Copy every line of the records below that holds the word "Sarjapura".

== GIVEN DATA ==

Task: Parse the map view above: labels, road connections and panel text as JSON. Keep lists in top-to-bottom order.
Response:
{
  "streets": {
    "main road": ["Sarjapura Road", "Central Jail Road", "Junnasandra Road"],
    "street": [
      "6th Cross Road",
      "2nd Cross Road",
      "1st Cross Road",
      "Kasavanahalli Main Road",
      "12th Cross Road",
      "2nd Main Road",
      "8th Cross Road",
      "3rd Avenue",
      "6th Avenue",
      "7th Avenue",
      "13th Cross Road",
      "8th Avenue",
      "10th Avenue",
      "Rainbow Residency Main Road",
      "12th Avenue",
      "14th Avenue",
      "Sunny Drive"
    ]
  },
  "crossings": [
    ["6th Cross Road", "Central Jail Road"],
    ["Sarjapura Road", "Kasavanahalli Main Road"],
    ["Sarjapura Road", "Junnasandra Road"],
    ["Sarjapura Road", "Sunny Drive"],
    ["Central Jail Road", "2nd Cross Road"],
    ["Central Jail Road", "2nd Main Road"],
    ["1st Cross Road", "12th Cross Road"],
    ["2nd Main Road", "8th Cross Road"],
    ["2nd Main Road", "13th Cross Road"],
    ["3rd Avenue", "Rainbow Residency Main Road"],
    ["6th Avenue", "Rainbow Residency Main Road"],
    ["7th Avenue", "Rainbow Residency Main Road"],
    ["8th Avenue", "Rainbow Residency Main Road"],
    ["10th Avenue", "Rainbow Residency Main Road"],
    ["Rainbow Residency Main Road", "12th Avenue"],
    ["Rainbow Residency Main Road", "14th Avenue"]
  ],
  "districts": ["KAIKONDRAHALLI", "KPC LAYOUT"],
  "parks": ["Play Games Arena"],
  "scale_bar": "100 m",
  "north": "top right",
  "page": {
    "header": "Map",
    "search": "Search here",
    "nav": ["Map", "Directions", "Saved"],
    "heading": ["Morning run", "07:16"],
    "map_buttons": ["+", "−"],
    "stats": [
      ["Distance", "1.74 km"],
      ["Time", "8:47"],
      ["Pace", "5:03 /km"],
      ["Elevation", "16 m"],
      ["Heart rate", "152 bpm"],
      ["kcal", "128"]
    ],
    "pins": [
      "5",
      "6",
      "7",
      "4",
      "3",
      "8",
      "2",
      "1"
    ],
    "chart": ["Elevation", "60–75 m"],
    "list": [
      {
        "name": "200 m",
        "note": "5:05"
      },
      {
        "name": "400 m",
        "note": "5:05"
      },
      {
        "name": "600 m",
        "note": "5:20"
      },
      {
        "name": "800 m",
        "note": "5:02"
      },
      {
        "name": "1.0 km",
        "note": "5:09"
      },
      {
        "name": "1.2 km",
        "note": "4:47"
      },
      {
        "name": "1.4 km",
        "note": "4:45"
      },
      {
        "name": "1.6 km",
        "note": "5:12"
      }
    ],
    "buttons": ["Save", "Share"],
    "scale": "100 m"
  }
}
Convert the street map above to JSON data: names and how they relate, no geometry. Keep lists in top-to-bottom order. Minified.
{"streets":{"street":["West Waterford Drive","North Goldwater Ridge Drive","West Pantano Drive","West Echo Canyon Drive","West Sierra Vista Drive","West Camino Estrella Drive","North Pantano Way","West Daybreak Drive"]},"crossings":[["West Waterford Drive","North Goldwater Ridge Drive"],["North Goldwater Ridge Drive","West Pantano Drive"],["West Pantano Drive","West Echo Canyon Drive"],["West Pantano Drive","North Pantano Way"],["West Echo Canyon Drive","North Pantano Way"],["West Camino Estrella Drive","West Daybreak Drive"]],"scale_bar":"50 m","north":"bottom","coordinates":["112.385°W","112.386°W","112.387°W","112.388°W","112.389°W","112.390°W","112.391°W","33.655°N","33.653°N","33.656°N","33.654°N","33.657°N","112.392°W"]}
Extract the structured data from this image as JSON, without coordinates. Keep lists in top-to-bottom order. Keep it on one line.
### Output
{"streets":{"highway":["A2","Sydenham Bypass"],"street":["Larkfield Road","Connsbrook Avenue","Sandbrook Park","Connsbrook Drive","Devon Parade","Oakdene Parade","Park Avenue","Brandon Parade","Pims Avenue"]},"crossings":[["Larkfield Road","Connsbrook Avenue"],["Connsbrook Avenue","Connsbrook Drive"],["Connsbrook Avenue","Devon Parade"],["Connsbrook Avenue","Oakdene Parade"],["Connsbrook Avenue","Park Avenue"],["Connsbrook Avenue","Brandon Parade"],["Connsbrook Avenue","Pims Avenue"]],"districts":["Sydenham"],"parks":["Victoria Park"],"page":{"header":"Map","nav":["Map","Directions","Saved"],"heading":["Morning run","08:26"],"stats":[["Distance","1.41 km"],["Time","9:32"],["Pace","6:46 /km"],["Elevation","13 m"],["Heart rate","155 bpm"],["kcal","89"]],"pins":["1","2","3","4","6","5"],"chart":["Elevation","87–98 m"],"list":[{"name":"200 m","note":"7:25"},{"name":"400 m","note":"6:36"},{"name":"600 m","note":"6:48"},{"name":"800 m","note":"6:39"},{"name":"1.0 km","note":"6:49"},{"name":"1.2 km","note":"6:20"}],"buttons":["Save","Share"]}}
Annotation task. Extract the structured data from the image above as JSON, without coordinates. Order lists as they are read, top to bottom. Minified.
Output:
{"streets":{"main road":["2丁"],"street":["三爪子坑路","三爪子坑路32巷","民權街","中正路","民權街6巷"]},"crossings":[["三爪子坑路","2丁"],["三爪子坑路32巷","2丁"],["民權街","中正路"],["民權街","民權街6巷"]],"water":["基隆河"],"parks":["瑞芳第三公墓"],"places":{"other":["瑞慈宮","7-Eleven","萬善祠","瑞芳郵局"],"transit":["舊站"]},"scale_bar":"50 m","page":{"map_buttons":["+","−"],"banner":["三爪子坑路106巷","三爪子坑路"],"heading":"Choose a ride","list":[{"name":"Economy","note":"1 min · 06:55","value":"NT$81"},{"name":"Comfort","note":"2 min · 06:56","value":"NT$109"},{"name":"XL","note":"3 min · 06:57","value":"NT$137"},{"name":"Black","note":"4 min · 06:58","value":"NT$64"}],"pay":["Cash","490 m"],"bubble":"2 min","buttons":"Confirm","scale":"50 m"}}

===

• ANSWER TO THE EXERCISE:
    "main road": ["Sarjapura Road", "Central Jail Road", "Junnasandra Road"],
    ["Sarjapura Road", "Kasavanahalli Main Road"],
    ["Sarjapura Road", "Junnasandra Road"],
    ["Sarjapura Road", "Sunny Drive"],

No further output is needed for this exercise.